ODE_layer - Githubissues

gabrevaya commented 4 years ago

First of all, thanks a lot for this amazing package :)

I'm trying to implement a model with usual Flux layers chained with a differential equation layer. It would be like a NeuralODE in between regular nn layers, but instead of letting the NeuralODE approximate the DE, I want to give it some structure. I'm not managing to get it to work even with the simplest case.
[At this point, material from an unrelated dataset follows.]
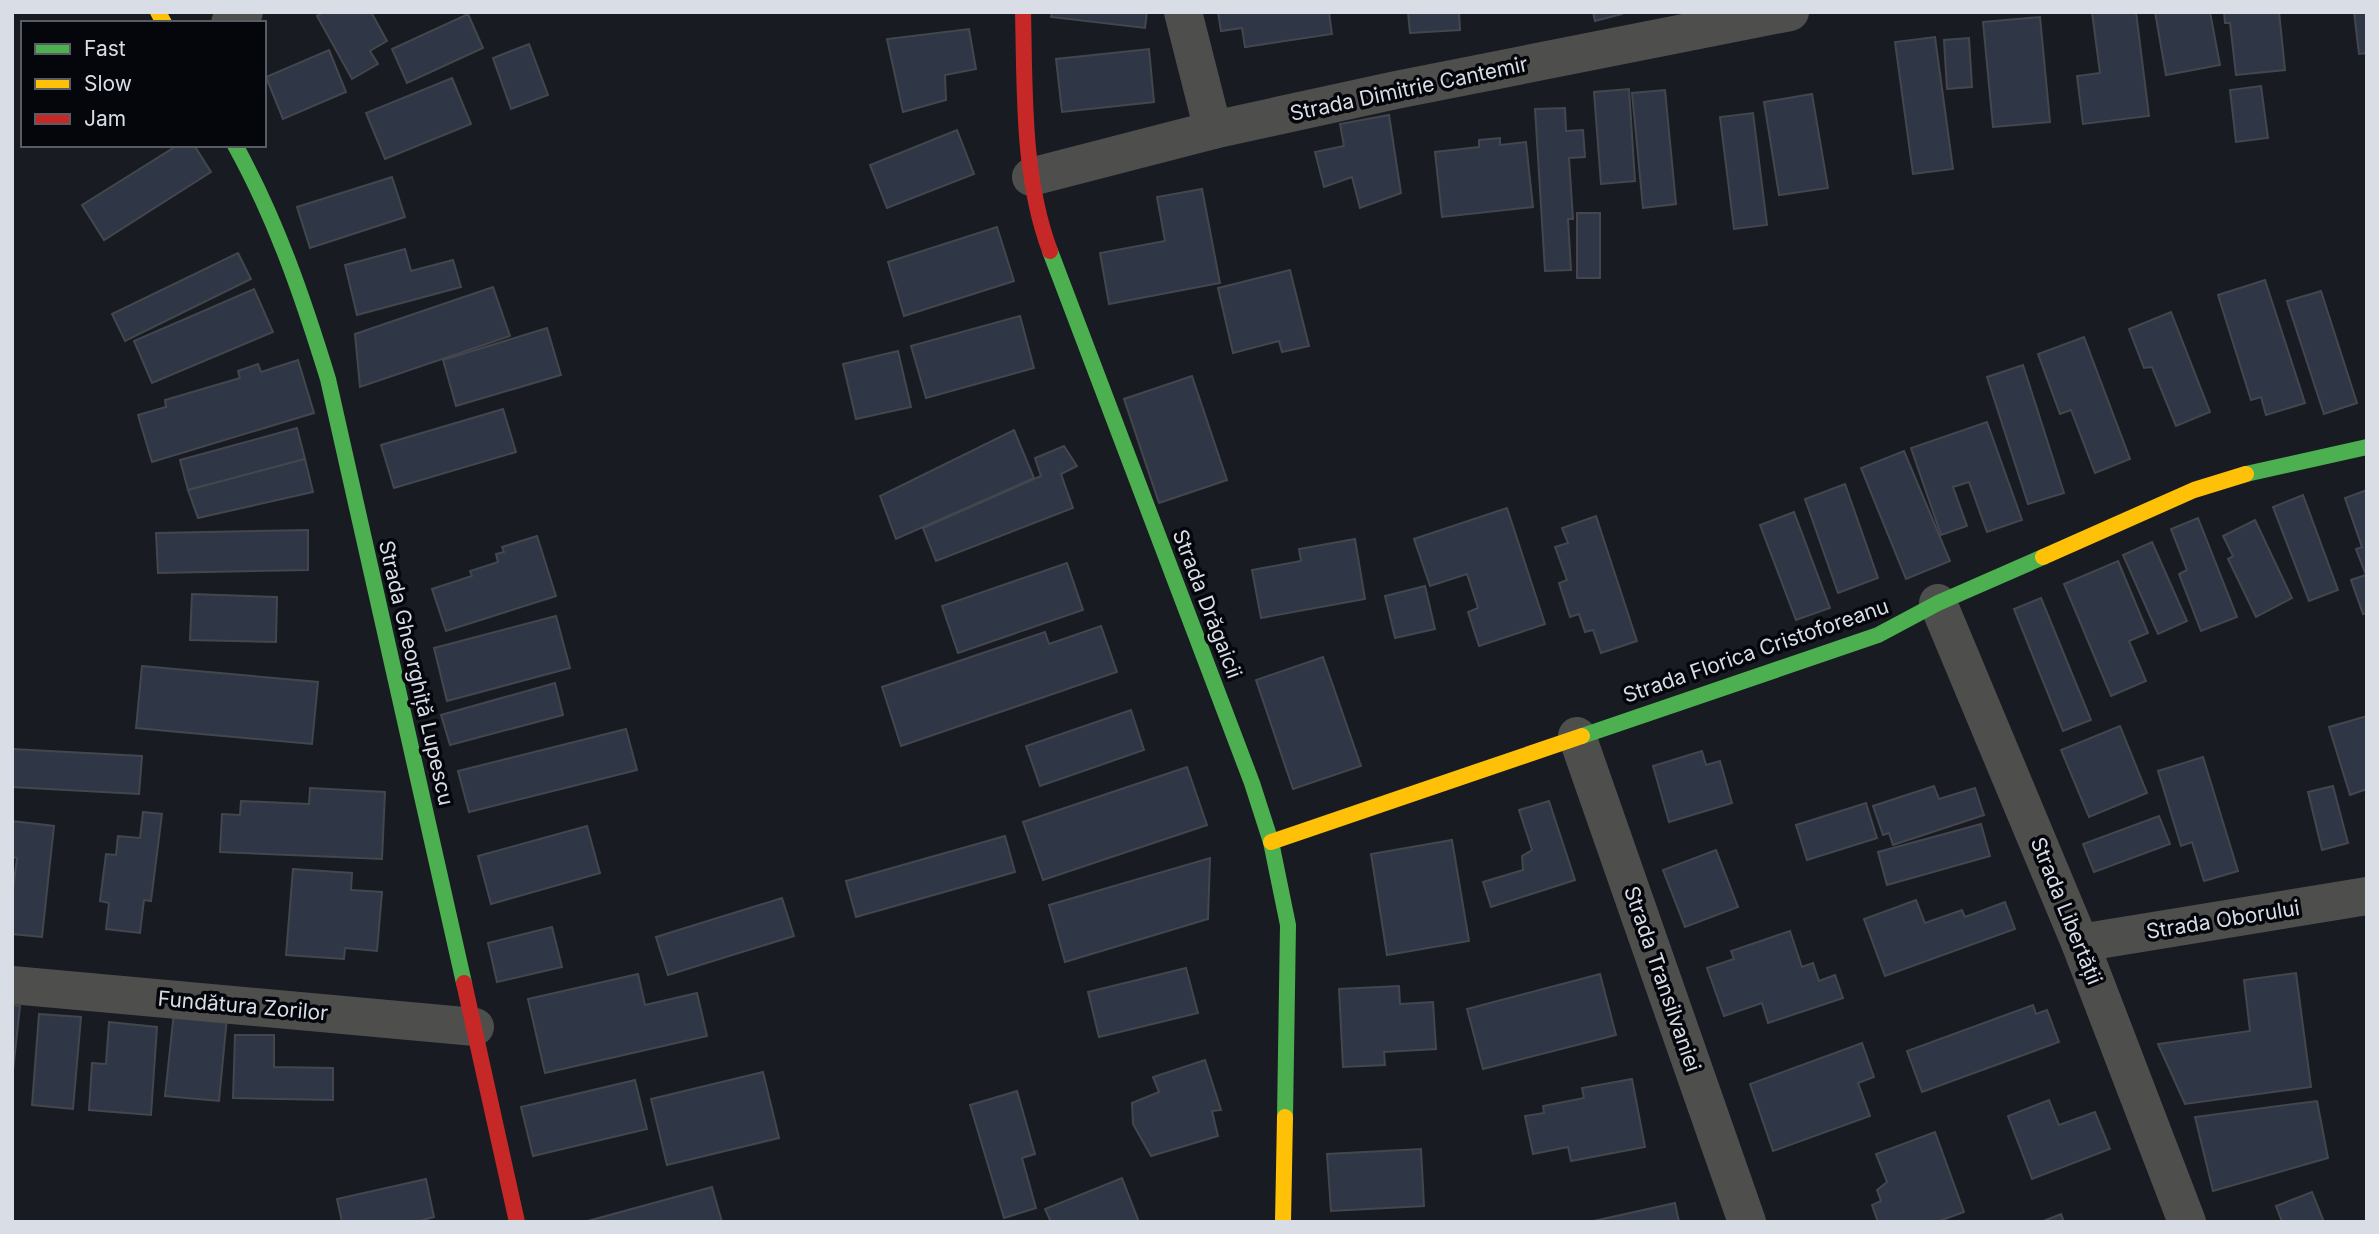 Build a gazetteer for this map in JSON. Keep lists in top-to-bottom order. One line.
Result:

This is a sample code:

using DiffEqFlux, OrdinaryDiffEq, Flux, Optim, DiffEqSensitivity

abstract type NeuralDELayer <: Function end

struct ODE_Layer{M,P} <: NeuralDELayer
    model::M
    p::P

    function ODE_Layer(model,p)
        new{typeof(model),typeof(p)}(
            model,p)
    end
end

Flux.@functor ODE_Layer

function (n::ODE_Layer)(x::AbstractArray)
    tspan = (0.0f0,10.0f0)
    prob = ODEProblem{false}(n.model,x,tspan,n.p)
    last(concrete_solve(prob,Tsit5(),x,n.p,save_everystep=false,saveat=tspan[2],sensealg=TrackerAdjoint()))
end

struct NeuralStructODE{M,P,RE} <: NeuralDELayer
    model::M
    p::P
    re::RE

    function NeuralStructODE(model)
        p,re = Flux.destructure(model)
        new{typeof(model),typeof(p),typeof(re)}(
            model,p,re)
    end
end

Flux.@functor NeuralStructODE

function (n::NeuralStructODE)(x,p=n.p)
    return n.re(p)(x)
end

# In the beginning, I had defined the ODE_Layer with tspan, solver, args and kwarg, as
# in NeuralODE struc, but then calling NeuralStructODE(u0) gave error. After digging a
# lot I found that Flux.destructurate was messing up the arguments of ODE_Layer when
# calling n.re(p)(x). This is another problem I'd like to solve too. However, I'd like
# to find first some working version of the code, even if it requires fixing everything!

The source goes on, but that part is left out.